Elixir for the Modern Age
And then there are the Italian amari, dark and tasting of fennel, which I learned to love when they were pushed at me in Puglia by Italian women who assured me it would make room for post-supper treats when I swore I could eat no more, and which you now see more and more on post-dinner menus. We have the hot toddy, consumed by East India Trading company sailors to up their Vitamin C intake, warm their bones, and just generally placate them into not jumping overboard from tedium. We have stout (“Guinness is good for you!”). And many more I’m sure I’m leaving out here.
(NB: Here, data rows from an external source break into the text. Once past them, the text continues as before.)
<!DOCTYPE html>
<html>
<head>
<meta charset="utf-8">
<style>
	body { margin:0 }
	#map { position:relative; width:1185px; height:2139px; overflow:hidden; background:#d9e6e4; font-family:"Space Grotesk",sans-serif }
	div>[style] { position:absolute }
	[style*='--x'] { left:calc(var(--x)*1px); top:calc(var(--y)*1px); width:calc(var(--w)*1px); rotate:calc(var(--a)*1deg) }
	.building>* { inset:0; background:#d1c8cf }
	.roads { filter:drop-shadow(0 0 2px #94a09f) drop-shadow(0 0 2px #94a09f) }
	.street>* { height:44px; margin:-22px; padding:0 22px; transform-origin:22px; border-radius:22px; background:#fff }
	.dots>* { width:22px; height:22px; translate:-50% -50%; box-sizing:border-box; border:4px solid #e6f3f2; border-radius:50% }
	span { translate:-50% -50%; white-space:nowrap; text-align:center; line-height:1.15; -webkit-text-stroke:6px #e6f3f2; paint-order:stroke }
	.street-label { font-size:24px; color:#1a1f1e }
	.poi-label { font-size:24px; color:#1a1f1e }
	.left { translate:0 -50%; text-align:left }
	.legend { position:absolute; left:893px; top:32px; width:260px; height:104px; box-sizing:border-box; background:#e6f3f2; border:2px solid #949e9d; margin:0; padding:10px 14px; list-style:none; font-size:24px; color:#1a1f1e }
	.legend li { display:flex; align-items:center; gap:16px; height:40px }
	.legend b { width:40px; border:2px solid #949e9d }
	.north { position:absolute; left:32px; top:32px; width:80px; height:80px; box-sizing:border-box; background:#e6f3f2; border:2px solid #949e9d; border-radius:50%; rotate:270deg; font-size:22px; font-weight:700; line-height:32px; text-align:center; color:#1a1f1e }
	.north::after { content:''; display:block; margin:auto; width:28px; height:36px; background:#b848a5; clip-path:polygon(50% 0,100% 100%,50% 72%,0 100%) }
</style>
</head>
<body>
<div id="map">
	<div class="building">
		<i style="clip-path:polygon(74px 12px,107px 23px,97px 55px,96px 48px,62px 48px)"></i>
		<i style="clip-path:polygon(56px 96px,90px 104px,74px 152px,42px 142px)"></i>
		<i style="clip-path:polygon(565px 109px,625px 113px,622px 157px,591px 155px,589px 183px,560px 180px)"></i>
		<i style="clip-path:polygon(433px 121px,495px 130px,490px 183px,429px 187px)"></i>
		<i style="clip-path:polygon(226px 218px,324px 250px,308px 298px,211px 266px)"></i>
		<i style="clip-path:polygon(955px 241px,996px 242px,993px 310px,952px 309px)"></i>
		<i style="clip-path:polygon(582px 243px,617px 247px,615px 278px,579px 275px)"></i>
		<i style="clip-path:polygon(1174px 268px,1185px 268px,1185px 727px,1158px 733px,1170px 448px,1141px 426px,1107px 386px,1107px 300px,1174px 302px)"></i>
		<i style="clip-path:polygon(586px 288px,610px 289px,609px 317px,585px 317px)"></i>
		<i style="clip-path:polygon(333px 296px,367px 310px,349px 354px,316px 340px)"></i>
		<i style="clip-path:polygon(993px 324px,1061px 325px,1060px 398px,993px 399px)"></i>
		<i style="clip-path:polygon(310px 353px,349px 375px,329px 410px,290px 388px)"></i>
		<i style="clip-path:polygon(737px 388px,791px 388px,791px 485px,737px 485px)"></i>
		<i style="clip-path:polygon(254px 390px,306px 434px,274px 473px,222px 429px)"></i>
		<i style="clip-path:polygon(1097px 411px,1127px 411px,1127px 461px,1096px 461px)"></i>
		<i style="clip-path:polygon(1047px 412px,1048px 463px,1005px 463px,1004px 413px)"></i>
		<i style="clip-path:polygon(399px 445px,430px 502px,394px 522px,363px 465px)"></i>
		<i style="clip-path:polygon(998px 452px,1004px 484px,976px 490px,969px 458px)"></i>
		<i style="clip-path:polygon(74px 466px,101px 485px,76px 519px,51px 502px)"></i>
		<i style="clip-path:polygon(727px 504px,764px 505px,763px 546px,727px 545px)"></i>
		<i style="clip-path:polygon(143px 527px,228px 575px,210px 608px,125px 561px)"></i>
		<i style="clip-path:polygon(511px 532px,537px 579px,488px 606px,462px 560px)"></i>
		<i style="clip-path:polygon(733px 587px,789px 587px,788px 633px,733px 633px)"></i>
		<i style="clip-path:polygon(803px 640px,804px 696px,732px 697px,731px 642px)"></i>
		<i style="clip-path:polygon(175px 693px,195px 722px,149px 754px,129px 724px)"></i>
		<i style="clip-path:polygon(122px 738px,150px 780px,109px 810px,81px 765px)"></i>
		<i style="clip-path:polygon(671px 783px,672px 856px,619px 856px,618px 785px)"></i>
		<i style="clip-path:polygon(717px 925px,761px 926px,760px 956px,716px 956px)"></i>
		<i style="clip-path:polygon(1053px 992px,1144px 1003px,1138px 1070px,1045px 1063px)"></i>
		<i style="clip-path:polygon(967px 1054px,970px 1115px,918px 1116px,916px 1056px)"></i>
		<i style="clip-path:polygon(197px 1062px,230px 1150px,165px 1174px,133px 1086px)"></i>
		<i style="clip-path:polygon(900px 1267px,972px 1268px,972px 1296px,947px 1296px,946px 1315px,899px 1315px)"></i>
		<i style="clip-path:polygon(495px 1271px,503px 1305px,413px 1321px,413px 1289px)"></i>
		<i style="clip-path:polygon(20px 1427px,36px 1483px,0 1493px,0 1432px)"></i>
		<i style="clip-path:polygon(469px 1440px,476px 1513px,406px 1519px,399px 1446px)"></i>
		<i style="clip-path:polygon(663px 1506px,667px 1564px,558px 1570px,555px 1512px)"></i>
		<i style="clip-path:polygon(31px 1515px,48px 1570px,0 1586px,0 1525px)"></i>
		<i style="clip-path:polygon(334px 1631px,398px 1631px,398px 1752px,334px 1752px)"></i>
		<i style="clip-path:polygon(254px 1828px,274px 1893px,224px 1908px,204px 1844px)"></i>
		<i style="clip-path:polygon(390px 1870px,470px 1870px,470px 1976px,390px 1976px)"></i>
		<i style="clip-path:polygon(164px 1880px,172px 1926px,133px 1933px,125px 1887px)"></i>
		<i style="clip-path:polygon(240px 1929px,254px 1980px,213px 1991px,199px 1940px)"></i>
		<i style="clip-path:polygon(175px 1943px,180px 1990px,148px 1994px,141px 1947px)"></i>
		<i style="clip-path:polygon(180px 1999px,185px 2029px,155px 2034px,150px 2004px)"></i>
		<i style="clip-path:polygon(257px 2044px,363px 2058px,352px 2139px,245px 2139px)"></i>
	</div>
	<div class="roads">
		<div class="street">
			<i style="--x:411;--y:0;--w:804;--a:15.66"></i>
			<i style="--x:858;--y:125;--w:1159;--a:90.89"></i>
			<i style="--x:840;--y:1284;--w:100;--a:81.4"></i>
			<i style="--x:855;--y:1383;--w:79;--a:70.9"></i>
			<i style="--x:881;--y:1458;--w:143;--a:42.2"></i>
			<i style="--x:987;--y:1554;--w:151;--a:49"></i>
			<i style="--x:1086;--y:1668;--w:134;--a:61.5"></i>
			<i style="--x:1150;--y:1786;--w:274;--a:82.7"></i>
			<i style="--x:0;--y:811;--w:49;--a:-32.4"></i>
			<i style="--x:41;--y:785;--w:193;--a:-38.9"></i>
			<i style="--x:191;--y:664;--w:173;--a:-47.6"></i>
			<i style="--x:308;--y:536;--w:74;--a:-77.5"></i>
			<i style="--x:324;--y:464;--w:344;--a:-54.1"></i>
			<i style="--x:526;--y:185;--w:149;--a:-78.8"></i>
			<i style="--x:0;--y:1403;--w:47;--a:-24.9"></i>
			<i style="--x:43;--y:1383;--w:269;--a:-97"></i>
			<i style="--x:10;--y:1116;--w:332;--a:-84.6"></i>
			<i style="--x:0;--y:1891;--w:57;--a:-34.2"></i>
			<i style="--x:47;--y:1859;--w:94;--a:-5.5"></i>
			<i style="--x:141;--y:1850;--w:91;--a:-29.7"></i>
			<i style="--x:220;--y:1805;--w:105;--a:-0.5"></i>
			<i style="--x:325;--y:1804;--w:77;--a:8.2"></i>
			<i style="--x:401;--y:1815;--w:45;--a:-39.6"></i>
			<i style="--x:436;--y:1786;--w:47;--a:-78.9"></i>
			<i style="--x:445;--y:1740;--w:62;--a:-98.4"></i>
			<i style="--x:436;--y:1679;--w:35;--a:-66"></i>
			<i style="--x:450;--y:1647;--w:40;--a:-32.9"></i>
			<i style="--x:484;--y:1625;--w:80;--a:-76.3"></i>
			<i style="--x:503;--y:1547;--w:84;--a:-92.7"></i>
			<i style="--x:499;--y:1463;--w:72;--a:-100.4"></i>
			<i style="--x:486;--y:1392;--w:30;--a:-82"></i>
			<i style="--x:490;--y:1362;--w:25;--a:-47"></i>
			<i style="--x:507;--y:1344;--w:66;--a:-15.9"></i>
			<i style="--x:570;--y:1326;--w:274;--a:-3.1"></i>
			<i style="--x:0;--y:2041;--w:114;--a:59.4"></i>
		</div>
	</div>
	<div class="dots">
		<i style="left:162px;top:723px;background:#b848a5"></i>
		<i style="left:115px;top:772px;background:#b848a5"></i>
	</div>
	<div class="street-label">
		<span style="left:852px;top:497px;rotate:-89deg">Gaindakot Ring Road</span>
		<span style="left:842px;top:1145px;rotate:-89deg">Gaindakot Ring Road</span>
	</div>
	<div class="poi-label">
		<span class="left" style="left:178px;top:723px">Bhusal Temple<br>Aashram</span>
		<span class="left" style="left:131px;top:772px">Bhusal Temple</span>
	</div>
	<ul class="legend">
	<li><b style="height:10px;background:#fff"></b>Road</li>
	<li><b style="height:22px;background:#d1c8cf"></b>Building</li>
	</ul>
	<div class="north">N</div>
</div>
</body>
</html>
The same week I received the magic fruit-boost water drinks, I also got a box containing a little brown bottle with the letters E**X**R, provocatively blacking out the missing bits to spell the obvious. The producer, The Bitter Truth, is known for making an artisanal line of bitters, in versions like celery, lemon, chocolate, and grapefruit. The bottle I received is their latest—a new-fashioned digestif that might be the kind of gateway drug for the unintroduced. Medicinal and herby, sure, but more like a B&B than a straight-up Benedictine or a hard-core amaro. In very non-technical terms, I find it pretty yummy. It was luscious on my tongue and tasting mildly of dark chocolate, grapefruit zest, sassafras, sage, and pine.
Really. All of that. The note that came with the bottle didn’t speak of divine interventions or tout a cure for Avian flu (although they do keep their ingredients close to the chest). Instead, they suggested sipping it neat, or mixing it in to your Manhattan or Negroni. Which, if there were a plague, is what I’d be sipping anyway, so it all sort of works out in the bitter end.